§ Your task: Each line from the top of the listing through the one holding "position:absolute; left:899px; top:308px;" should be restated word for word, with nothing added and no pictures.

§ Record extracts:

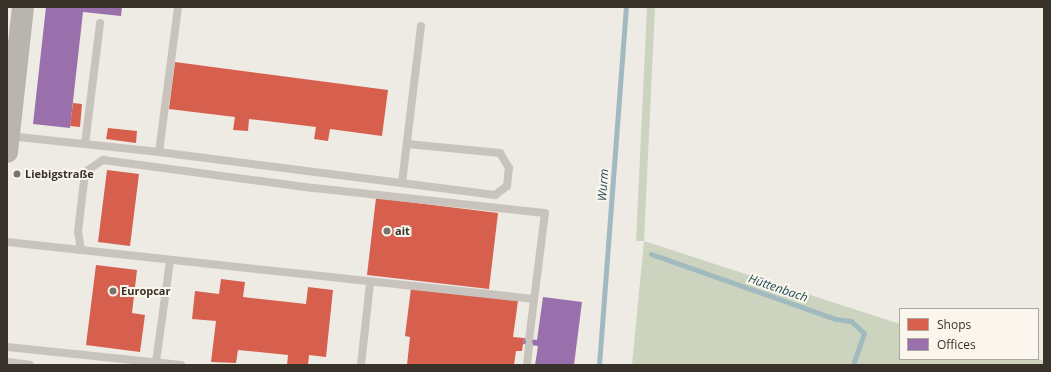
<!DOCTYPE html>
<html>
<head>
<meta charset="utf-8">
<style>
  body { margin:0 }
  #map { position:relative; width:1051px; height:372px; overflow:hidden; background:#eeebe4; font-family:"Open Sans",sans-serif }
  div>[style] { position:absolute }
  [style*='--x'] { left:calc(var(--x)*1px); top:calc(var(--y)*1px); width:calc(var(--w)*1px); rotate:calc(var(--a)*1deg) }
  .green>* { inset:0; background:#ccd4bf }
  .shops>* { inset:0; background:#d6604d }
  .offices>* { inset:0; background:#9970ab }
  .stream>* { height:5px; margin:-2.5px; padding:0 2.5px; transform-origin:2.5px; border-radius:2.5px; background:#a1babf }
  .lane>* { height:8px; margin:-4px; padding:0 4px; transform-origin:4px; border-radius:4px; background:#c8c4bd }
  .secondary>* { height:22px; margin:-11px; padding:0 11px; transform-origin:11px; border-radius:11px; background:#b8b4ae }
  .dots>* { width:11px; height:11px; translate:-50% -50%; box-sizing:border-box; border:2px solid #faf6ed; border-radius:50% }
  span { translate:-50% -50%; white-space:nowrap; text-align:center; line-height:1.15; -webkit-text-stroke:4px #faf6ed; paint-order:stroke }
  .poi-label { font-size:11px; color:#39322b; font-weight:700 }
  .left { translate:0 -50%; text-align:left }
  .water-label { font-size:12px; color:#224d59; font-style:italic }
  .frame { position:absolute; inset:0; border:8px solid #39322b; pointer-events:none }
  .legend { position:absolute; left:899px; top:308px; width:140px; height:52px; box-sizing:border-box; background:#faf6ed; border:1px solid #ada89f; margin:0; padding:5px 7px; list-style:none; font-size:12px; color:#39322b }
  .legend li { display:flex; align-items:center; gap:8px; height:20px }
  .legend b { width:20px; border:1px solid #ada89f }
</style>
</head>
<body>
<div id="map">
  <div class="green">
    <i style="clip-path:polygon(647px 7px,655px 7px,644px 241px,900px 324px,900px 359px,1038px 359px,1044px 361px,1044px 365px,632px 365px,644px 241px,636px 241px)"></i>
  </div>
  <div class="shops">
    <i style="clip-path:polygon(175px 62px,388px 90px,382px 136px,330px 129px,328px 141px,314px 139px,316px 127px,249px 119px,248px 131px,233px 130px,235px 117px,169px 109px)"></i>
    <i style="clip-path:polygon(73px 103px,82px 104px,80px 127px,70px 126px)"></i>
    <i style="clip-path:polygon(108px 128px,137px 131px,136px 143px,106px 139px)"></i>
    <i style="clip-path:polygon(107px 170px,139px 174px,130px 246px,98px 242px)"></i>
    <i style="clip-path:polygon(376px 198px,498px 213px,489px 289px,367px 275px)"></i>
    <i style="clip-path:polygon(96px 265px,137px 270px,132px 313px,145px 315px,140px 352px,86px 345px)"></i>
    <i style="clip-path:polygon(221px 279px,245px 282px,243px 297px,306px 304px,308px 287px,333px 290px,326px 357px,309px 355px,308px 365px,287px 365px,288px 355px,238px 350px,236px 363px,211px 362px,216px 321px,192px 319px,195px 291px,219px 294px)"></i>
    <i style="clip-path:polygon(411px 288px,518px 301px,513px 337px,524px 338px,522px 351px,516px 351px,514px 365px,407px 365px,410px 337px,405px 336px)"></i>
  </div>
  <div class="offices">
    <i style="clip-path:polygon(46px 7px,122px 7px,121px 16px,83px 12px,70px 128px,33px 124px)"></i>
    <i style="clip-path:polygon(543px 297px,582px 302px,574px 365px,535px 365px,538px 346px,523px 344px,524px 338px,537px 340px)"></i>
  </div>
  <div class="stream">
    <i style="--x:651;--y:254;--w:196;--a:19.4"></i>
    <i style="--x:836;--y:319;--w:15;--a:8"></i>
    <i style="--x:851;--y:321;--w:18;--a:43"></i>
    <i style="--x:864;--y:333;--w:34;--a:109"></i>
    <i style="--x:599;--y:365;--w:359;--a:-85.7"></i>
  </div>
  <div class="lane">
    <i style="--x:9;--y:136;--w:151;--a:6.1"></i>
    <i style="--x:159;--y:152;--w:146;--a:-82.5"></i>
    <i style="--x:85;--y:144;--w:122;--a:-82.9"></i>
    <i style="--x:159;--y:152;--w:339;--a:7.3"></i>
    <i style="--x:495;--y:195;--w:15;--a:-37"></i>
    <i style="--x:507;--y:186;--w:18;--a:-84"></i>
    <i style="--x:509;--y:168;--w:17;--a:-121"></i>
    <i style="--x:500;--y:153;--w:93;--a:-174.5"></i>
    <i style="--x:402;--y:183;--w:158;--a:-83.1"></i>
    <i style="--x:7;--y:242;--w:530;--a:6.17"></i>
    <i style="--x:81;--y:250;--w:18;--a:-99"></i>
    <i style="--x:78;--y:232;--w:60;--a:-83.3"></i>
    <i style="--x:85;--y:172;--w:22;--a:-34"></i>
    <i style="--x:103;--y:160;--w:213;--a:7.6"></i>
    <i style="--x:314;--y:188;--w:232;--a:6.2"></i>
    <i style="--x:545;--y:213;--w:127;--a:97.2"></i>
    <i style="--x:7;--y:347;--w:175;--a:5.9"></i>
    <i style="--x:7;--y:362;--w:23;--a:7"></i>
    <i style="--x:156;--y:362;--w:102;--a:-82.1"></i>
    <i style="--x:361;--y:365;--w:82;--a:-83.7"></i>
    <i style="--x:527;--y:365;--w:20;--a:-84"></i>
  </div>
  <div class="secondary">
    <i style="--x:7;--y:152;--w:146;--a:-83.7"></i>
  </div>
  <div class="dots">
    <i style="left:17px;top:174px;background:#78736c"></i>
    <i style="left:387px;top:231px;background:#78736c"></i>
    <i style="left:113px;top:291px;background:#78736c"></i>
  </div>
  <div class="poi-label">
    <span class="left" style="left:25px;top:174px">Liebigstraße</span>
    <span class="left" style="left:395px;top:231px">ait</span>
    <span class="left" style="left:121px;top:291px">Europcar</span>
  </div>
  <div class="water-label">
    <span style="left:603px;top:185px;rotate:-86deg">Wurm</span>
    <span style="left:778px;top:288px;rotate:19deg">Hüttenbach</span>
  </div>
  <div class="frame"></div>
  <ul class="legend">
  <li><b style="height:11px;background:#d6604d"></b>Shops</li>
  <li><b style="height:11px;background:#9970ab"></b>Offices</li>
  </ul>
</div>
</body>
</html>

§ Answer to this task:
<!DOCTYPE html>
<html>
<head>
<meta charset="utf-8">
<style>
  body { margin:0 }
  #map { position:relative; width:1051px; height:372px; overflow:hidden; background:#eeebe4; font-family:"Open Sans",sans-serif }
  div>[style] { position:absolute }
  [style*='--x'] { left:calc(var(--x)*1px); top:calc(var(--y)*1px); width:calc(var(--w)*1px); rotate:calc(var(--a)*1deg) }
  .green>* { inset:0; background:#ccd4bf }
  .shops>* { inset:0; background:#d6604d }
  .offices>* { inset:0; background:#9970ab }
  .stream>* { height:5px; margin:-2.5px; padding:0 2.5px; transform-origin:2.5px; border-radius:2.5px; background:#a1babf }
  .lane>* { height:8px; margin:-4px; padding:0 4px; transform-origin:4px; border-radius:4px; background:#c8c4bd }
  .secondary>* { height:22px; margin:-11px; padding:0 11px; transform-origin:11px; border-radius:11px; background:#b8b4ae }
  .dots>* { width:11px; height:11px; translate:-50% -50%; box-sizing:border-box; border:2px solid #faf6ed; border-radius:50% }
  span { translate:-50% -50%; white-space:nowrap; text-align:center; line-height:1.15; -webkit-text-stroke:4px #faf6ed; paint-order:stroke }
  .poi-label { font-size:11px; color:#39322b; font-weight:700 }
  .left { translate:0 -50%; text-align:left }
  .water-label { font-size:12px; color:#224d59; font-style:italic }
  .frame { position:absolute; inset:0; border:8px solid #39322b; pointer-events:none }
  .legend { position:absolute; left:899px; top:308px; width:140px; height:52px; box-sizing:border-box; background:#faf6ed; border:1px solid #ada89f; margin:0; padding:5px 7px; list-style:none; font-size:12px; color:#39322b }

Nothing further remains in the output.